▶ DATA TO USE:
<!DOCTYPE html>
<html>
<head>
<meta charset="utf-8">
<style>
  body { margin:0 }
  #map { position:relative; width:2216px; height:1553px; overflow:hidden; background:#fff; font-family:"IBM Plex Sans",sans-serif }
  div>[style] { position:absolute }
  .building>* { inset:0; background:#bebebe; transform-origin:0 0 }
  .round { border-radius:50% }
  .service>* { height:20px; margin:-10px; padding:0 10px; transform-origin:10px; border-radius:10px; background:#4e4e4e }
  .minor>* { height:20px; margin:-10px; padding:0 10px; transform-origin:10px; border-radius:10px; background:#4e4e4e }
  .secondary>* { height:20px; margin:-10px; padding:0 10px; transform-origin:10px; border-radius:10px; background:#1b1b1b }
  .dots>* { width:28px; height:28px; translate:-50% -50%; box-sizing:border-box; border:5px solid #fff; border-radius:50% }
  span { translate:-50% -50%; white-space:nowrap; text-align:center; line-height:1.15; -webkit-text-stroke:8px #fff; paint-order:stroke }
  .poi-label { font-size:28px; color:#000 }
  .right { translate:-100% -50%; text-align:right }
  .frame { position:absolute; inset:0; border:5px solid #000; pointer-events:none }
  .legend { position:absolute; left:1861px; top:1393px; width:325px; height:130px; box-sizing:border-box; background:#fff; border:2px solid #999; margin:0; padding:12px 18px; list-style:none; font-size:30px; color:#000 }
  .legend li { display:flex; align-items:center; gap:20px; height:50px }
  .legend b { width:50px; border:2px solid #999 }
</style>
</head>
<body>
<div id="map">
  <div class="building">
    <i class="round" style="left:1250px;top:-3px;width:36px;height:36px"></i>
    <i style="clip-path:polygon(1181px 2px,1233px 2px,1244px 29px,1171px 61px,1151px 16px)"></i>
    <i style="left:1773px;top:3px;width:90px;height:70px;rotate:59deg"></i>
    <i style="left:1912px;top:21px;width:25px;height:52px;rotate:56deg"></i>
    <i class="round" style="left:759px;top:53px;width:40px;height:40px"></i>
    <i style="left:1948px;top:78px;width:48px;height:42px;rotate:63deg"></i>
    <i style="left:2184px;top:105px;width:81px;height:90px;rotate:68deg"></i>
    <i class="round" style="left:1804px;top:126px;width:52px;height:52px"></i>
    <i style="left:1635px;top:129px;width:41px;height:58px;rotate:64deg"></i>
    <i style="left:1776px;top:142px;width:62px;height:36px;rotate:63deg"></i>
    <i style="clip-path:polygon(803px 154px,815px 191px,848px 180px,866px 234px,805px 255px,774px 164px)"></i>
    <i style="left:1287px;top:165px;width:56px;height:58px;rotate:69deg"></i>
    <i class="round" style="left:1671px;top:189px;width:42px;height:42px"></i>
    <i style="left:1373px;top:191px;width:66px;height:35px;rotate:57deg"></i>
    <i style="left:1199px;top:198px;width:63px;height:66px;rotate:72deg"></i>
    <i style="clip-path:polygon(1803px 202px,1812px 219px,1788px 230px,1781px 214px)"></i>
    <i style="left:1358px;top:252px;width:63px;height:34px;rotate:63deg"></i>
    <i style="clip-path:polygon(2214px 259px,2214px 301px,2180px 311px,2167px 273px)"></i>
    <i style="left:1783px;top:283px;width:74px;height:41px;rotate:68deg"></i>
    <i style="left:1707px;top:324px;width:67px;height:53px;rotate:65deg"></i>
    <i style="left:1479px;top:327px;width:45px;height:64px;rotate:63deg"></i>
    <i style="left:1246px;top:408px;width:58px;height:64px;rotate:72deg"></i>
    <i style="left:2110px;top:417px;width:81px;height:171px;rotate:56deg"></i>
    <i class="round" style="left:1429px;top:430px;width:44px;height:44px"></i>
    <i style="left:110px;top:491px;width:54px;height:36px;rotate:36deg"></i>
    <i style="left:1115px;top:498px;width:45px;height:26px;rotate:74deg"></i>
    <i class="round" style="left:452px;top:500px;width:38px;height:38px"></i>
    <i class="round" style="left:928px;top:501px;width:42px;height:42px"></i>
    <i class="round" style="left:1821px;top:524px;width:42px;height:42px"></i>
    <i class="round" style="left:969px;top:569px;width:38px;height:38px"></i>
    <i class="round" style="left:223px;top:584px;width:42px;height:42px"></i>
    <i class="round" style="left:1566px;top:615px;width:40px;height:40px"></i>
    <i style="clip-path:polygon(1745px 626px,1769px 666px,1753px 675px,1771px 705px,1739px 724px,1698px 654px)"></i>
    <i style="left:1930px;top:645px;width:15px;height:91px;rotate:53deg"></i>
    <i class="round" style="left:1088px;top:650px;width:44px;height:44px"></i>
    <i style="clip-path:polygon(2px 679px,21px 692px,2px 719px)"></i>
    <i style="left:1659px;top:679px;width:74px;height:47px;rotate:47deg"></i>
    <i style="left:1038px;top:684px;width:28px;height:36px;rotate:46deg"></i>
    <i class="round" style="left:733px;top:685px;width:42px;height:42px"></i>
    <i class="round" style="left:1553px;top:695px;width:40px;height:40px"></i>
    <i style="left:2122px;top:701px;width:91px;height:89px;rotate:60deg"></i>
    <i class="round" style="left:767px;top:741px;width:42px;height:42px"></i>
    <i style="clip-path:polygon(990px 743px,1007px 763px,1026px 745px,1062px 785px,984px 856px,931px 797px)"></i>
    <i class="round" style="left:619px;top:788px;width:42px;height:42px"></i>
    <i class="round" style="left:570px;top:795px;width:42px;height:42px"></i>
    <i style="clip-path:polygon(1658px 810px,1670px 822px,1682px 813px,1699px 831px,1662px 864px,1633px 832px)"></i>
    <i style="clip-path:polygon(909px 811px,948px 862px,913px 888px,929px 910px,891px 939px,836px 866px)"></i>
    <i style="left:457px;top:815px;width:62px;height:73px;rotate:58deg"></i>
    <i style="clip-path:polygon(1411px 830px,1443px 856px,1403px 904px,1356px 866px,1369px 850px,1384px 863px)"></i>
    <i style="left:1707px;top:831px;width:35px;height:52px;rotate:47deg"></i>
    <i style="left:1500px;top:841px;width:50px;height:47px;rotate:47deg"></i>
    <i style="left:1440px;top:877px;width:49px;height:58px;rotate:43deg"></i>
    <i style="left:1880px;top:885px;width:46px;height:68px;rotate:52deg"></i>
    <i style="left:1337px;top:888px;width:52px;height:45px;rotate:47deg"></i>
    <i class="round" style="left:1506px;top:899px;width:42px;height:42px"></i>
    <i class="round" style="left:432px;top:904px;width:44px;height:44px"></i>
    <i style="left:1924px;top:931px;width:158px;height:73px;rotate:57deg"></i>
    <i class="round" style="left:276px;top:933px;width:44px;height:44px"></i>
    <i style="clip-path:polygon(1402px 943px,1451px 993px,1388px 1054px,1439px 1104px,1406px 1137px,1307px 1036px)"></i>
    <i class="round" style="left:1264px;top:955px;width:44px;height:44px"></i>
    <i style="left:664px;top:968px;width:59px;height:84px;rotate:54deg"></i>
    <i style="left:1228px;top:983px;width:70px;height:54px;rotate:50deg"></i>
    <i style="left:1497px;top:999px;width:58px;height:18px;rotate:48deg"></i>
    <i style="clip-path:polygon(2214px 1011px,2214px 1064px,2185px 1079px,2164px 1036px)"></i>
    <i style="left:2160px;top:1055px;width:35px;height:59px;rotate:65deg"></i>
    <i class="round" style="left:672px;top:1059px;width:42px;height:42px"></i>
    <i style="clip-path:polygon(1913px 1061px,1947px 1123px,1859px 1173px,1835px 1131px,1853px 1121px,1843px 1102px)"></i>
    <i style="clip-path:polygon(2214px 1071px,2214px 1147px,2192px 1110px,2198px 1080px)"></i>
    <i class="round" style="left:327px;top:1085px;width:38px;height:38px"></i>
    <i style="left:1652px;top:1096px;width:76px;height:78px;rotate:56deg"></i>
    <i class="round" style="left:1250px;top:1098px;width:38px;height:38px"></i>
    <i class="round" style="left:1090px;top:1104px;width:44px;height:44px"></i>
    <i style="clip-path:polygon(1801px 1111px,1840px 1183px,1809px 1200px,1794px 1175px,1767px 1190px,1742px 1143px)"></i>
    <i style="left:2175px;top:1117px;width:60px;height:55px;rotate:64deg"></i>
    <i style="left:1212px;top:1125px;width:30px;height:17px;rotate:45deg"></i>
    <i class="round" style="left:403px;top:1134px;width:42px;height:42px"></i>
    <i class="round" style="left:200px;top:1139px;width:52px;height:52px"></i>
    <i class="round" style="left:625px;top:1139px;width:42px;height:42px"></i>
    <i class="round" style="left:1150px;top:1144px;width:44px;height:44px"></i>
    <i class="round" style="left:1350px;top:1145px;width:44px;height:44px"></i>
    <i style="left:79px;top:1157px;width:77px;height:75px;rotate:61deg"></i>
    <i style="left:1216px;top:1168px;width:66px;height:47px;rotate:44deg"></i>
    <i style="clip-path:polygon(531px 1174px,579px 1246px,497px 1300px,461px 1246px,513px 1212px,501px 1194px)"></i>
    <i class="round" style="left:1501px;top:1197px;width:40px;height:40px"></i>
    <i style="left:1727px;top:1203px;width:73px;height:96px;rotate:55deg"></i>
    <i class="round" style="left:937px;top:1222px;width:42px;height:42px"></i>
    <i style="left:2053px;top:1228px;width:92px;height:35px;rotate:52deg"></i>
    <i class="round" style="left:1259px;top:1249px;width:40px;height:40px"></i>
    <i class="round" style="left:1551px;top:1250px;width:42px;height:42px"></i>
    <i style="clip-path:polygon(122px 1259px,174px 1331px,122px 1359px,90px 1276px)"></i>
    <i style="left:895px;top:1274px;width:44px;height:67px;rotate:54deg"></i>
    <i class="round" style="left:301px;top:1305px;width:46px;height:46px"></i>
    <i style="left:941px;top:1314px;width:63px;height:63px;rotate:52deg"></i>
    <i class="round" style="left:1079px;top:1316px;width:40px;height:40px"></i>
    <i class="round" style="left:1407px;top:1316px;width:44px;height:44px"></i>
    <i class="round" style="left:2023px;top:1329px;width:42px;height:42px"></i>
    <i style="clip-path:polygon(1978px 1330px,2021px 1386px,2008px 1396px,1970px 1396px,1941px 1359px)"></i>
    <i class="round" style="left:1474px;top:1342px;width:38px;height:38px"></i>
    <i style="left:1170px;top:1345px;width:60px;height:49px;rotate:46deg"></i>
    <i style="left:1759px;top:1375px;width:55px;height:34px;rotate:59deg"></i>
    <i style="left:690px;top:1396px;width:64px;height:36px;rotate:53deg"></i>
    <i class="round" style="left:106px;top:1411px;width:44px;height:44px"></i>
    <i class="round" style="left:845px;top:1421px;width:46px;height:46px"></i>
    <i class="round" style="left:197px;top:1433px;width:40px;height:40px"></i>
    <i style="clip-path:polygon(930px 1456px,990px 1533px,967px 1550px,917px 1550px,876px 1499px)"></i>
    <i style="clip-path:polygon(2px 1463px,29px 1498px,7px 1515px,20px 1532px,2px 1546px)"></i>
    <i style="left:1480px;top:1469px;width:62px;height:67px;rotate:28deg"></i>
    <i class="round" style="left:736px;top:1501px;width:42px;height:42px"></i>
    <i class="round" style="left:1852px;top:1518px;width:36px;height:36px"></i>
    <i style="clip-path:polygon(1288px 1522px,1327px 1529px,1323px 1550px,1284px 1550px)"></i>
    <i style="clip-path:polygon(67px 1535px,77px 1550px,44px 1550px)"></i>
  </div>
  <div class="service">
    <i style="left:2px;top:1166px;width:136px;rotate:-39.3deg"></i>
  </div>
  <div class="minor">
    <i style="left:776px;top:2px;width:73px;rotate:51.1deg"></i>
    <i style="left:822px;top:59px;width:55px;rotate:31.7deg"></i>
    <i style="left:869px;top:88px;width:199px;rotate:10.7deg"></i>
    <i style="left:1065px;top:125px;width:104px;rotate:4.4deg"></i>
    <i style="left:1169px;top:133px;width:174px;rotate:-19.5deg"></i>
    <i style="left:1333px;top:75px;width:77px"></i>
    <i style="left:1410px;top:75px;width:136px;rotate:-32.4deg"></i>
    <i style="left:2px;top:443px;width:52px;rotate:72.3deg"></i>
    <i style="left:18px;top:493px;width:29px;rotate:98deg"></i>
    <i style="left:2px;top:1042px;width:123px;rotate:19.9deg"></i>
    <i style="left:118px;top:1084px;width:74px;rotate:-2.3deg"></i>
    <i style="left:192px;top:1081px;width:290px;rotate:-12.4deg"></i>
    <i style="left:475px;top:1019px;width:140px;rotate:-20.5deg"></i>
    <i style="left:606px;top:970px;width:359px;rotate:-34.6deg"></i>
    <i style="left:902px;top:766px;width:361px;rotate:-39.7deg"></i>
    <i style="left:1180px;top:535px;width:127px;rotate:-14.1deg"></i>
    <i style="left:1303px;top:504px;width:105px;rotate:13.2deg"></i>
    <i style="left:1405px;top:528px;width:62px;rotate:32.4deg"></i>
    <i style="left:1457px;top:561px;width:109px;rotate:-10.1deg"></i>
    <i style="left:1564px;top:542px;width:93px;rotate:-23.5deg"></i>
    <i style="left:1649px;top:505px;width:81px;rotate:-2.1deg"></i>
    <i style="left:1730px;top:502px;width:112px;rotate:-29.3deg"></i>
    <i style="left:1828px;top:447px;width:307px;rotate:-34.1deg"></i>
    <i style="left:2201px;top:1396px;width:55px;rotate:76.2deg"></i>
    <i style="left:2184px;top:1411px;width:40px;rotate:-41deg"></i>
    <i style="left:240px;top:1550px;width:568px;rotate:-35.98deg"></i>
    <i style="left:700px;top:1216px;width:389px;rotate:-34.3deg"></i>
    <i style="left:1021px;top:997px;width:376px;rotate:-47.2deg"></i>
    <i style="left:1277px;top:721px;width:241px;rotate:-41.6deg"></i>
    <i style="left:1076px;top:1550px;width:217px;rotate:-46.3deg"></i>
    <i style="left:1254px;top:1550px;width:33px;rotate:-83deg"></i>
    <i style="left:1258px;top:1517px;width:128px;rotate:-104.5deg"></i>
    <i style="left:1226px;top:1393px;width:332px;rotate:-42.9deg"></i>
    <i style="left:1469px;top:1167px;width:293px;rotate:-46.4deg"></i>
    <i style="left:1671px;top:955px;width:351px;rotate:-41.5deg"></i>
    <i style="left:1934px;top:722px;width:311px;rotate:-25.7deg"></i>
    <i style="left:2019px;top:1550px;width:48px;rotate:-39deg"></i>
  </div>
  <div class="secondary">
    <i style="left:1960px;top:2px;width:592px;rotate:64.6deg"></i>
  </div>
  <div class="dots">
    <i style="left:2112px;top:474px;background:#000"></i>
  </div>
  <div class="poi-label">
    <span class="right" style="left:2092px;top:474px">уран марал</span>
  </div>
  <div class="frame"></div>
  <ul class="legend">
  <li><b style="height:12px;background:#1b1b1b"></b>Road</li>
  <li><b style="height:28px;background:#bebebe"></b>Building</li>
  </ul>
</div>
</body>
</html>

▶ YOUR OBJECTIVE: Every line that contains the string "service" should be returned from the data.

▶ RESULT OF THIS EXERCISE:
  .service>* { height:20px; margin:-10px; padding:0 10px; transform-origin:10px; border-radius:10px; background:#4e4e4e }
  <div class="service">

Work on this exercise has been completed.